Whether the ownership of business is essential as per income tax Act ?

Income tax act says “Person carrying on the business” , in that case, is ownership of business essential ?

As per section 28 of Income tax Act, it is the person who carries on the business who is liable to tax. As per Hon’ble Bombay High court decision in Saifuddin Alimohammed vs CIT (1954) 25 ITR 237(Bom) & Balwantrai Jethalal vaidya (1958) 34 ITR 187 (Bom) what is emphasised is not the ownership of the business, but the fact of the business being carried on by the assessee. Accordingly as per Hon/ble Madras high court decision in CIT vs.United India Life Insurance co ltd (1966) 62 ITR 610-614 (Mad) it will be sufficient if the assessee carried on the business in the previous year under some title, though not a beneficial character, as emphasised in Honble supreme court in the case of Executors of the Estate of J.K.Dubash vs. CIT (1951) 19 ITR 182 (SC)

Is carrying on business throughout previous year necessary ?

As per Income tax Act, can the business be carried on by the assessee throughout the previous year or not  necessary , please explain the legal provisions ?

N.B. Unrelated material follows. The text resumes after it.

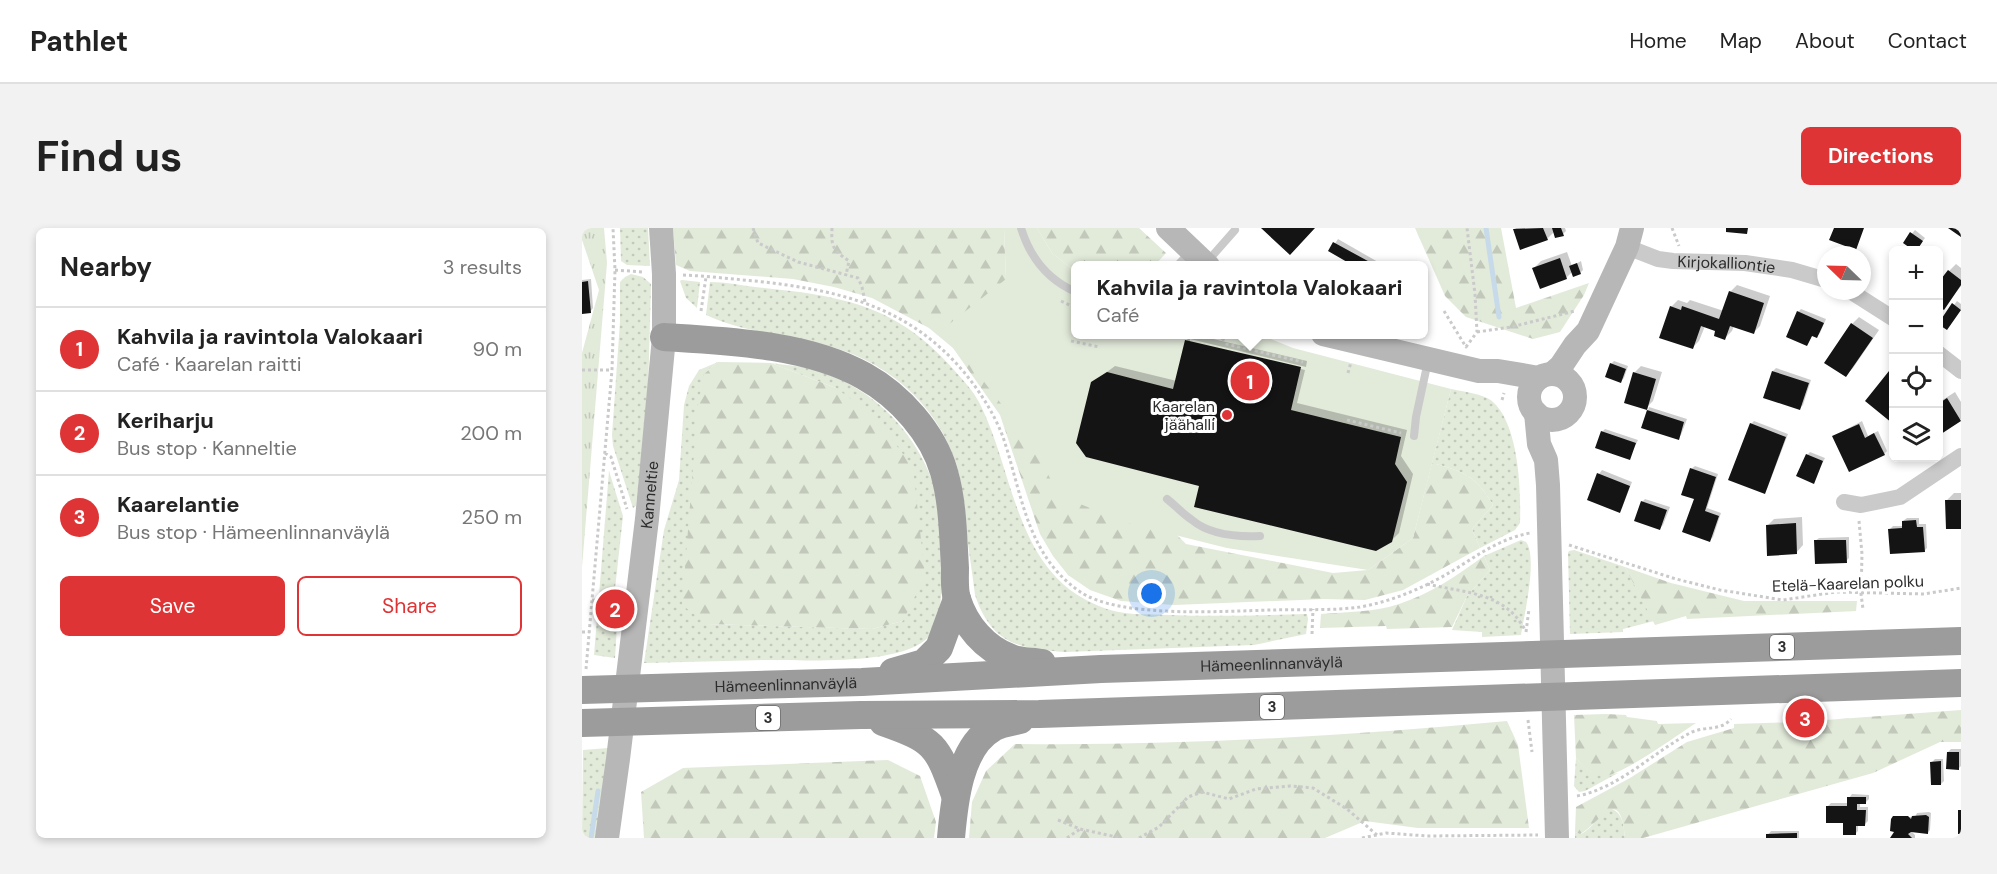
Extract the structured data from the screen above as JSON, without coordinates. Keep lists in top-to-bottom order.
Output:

There is nothing in the Income tax Act on the basis of which it can be argued that for profit of the business to be taxable, the business must be actively carried on for the whole of the previous year, or till the end of the previous year. Under the scheme of Income tax act, whenever an assessee receives in the course of his business money or money’s worth, income embedded there in accrues or arises to him and becomes subject to an ambulatory charge. If at the end of the previous year, on making up accounts, there is no overall income, the charge does not crystallize because there is no income on which the charge of tax may settle. These views are held by two judgments of the Hon’ble Supreme court in CIT vs Bangalore transport co ltd 66ITR 373 and Turner Morrison and co ltd vs CIT 23 ITR 152. The Hon’ble Calcutta high court in Lakhsmi narayan Board mills pvt ltd vs CIT in 205 ITR 88 held that, it is not necessary that a business to be in existence should have worked all the time in the previous year.